The district court reached its decision by relying on traditional principles of Pennsylvania law. Pennsylvania generally recognizes a strict liability cause of action in tort for abnormally dangerous and ultrahazardous activities. For example, the Pennsylvania Supreme Court has held blasting to be an ultrahazardous activity. See Federoff v. Harrison Constr. Co., 362 Pa. 181, 66 A.2d 817 (1949). The Pennsylvania Superior Court, in a series of cases decided in the 1990s, applies the standards expressed in the Restatement (Second) of Torts to determine if an activity is abnormally dangerous. Section 519 of the Restatement states, in pertinent part, that “[o]ne who carries on an abnormally dangerous activity is subject to liability for harm . . . of another resulting from the activity, although he exercised the utmost care to prevent the harm.” Section 520 identifies the following six factors for courts to employ to determine if an activity is abnormally dangerous:
(a) existence of a high degree of risk of some harm to another person, land or chattels;
(b) likelihood that the harm that results from it will be great;
(c) inability to eliminate the risk by the exercise of reasonable care;
(d) extent to which the activity is not a matter of common usage;
(e) inappropriateness of the activity to the place where it is carried on; and
(f) extent to which its value to the community is outweighed by its dangerous attributes.

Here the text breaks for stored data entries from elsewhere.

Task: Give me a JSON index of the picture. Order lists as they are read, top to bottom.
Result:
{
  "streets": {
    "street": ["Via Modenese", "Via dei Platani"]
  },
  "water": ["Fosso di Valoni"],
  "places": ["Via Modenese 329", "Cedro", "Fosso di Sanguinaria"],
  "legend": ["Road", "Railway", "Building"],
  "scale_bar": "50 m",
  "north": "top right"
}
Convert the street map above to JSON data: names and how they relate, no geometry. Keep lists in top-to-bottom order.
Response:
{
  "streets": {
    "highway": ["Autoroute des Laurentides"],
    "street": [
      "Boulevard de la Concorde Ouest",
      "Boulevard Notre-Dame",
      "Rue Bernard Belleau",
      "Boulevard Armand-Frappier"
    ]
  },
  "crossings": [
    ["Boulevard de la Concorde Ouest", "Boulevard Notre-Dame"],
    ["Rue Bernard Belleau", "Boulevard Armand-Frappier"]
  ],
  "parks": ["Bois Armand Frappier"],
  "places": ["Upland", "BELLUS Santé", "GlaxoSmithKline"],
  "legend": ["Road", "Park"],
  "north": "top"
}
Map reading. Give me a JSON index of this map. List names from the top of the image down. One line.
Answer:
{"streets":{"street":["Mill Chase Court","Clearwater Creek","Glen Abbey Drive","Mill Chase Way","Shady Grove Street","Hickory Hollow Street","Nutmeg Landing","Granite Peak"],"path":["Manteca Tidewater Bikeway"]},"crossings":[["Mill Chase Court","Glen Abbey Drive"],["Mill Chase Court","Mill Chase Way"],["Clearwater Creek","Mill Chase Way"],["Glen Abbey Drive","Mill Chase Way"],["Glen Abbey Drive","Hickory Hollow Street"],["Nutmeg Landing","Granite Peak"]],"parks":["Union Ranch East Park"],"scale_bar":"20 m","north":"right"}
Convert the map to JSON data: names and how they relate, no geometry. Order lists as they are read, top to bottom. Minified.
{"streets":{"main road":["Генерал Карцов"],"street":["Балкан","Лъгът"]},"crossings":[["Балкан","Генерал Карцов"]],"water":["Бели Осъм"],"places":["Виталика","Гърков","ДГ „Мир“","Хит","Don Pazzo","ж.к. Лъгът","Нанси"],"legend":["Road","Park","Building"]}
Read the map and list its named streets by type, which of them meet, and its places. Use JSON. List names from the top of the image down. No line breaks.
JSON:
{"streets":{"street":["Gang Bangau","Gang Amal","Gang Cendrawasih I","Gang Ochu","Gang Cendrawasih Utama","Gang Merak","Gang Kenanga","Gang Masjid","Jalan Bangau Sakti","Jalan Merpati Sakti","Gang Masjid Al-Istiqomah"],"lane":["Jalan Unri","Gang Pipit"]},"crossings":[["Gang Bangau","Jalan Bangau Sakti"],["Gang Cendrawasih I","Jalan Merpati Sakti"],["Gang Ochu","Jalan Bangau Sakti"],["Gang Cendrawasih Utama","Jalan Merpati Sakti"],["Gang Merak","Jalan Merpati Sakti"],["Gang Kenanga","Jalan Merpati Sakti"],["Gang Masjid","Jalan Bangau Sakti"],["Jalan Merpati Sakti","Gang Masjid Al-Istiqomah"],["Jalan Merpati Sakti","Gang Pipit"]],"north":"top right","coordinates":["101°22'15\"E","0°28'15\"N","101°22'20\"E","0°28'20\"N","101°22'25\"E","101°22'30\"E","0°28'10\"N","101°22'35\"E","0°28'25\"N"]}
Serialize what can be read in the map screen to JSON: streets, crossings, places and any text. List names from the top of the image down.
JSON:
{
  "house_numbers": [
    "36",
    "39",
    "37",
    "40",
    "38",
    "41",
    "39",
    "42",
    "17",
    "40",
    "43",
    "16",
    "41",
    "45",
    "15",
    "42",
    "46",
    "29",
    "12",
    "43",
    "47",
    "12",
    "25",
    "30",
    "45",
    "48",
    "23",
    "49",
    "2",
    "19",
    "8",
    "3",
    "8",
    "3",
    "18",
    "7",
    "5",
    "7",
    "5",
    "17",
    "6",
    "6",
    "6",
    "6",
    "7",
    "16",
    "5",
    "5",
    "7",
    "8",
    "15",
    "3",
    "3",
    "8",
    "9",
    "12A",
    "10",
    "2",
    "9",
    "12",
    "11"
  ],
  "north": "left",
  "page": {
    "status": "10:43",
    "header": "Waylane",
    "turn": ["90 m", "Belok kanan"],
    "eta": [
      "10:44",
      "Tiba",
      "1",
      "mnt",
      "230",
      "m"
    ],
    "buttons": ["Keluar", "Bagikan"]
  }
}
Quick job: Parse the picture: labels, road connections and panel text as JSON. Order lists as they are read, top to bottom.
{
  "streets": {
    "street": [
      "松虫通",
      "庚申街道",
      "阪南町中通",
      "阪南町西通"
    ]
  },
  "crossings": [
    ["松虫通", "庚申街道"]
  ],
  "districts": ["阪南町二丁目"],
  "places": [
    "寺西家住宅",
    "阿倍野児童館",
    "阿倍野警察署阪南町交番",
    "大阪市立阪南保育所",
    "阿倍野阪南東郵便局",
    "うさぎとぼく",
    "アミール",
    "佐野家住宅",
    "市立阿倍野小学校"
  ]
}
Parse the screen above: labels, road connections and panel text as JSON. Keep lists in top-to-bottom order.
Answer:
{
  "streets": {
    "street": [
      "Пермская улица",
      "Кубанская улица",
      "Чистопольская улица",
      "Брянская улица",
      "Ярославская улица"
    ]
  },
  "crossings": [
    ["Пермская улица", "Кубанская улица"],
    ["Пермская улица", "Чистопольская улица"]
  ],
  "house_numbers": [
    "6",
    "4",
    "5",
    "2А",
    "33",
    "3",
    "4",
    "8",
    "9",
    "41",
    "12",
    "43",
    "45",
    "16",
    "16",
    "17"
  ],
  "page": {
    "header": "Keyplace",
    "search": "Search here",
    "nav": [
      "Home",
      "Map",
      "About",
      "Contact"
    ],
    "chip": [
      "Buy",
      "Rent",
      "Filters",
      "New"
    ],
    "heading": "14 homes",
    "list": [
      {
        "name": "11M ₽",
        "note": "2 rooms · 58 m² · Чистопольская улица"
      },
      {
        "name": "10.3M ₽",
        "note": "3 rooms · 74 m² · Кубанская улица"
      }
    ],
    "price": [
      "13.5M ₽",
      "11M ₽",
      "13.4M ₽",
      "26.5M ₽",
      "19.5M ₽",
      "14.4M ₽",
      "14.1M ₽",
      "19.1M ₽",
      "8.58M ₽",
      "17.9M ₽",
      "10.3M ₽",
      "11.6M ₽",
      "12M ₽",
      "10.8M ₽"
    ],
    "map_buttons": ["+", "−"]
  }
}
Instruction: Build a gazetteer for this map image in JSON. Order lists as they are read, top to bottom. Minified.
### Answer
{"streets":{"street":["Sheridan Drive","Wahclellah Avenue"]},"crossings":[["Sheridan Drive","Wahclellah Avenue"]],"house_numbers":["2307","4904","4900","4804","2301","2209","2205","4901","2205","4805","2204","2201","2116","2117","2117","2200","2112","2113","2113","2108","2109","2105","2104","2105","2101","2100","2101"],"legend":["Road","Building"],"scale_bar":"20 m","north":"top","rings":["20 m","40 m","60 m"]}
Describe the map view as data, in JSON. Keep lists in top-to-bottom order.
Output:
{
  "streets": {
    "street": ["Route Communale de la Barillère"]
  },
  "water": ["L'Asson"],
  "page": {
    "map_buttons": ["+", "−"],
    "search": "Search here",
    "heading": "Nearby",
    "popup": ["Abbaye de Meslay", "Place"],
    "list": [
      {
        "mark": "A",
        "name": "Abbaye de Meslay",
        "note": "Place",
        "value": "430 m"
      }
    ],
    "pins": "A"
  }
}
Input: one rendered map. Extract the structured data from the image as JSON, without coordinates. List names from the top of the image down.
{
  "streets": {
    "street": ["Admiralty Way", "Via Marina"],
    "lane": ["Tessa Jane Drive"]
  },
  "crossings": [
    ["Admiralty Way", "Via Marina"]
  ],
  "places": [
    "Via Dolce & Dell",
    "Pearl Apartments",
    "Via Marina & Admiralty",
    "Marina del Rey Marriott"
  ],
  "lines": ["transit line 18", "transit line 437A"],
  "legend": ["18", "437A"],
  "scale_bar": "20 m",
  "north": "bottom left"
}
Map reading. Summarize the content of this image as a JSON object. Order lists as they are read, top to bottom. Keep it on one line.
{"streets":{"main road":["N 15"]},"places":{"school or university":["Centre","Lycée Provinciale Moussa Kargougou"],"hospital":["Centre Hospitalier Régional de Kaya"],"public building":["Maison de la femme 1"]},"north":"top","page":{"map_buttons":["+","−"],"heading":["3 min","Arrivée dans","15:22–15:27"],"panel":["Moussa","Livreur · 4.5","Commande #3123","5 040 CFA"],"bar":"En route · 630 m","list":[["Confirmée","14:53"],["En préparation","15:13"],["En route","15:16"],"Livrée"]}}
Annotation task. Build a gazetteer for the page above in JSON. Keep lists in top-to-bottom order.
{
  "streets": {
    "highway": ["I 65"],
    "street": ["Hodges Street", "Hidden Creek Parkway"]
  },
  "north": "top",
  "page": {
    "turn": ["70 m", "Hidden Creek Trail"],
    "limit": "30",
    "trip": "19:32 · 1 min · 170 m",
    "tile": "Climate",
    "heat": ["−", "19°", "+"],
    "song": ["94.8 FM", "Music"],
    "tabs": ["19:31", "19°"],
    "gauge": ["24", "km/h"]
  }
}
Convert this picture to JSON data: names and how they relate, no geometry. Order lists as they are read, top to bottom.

The district court concluded that the plaintiffs failed to demonstrate that natural gas well drilling satisfied even a single of these six factors.
Most gratifying was the court’s analysis of the sixth factor, which considers an activity’s value to the community. Reviewing the evidence submitted by Cabot, the court found compelling the economic benefits that drilling provides to the community. For example, the local school district receives monthly royalties sufficient to avoid any tax increases, landowners in Susquehanna County received royalty income in excess of $90 million in a single year, the county receives state-distributed impact revenue and benefits from increased wages and employment, the state receives an increase in income tax payments, Pennsylvania consumers save approximately $3,200 annually on heating bills, and nearly 250,000 jobs in Pennsylvania are linked to natural gas production. In comparison, the court found the plaintiffs “failed to identify sufficiently compelling countervailing evidence that could allow the Court to find that this factor favors the Plaintiffs’ position.”
The cases is Ely v. Cabot Oil & Gas Corporation, 2014 WL 4071640 (M.D. Pa.)
This article was authored by Blair M. Gardner and Aaron S. Heishman, Jackson Kelly PLLC.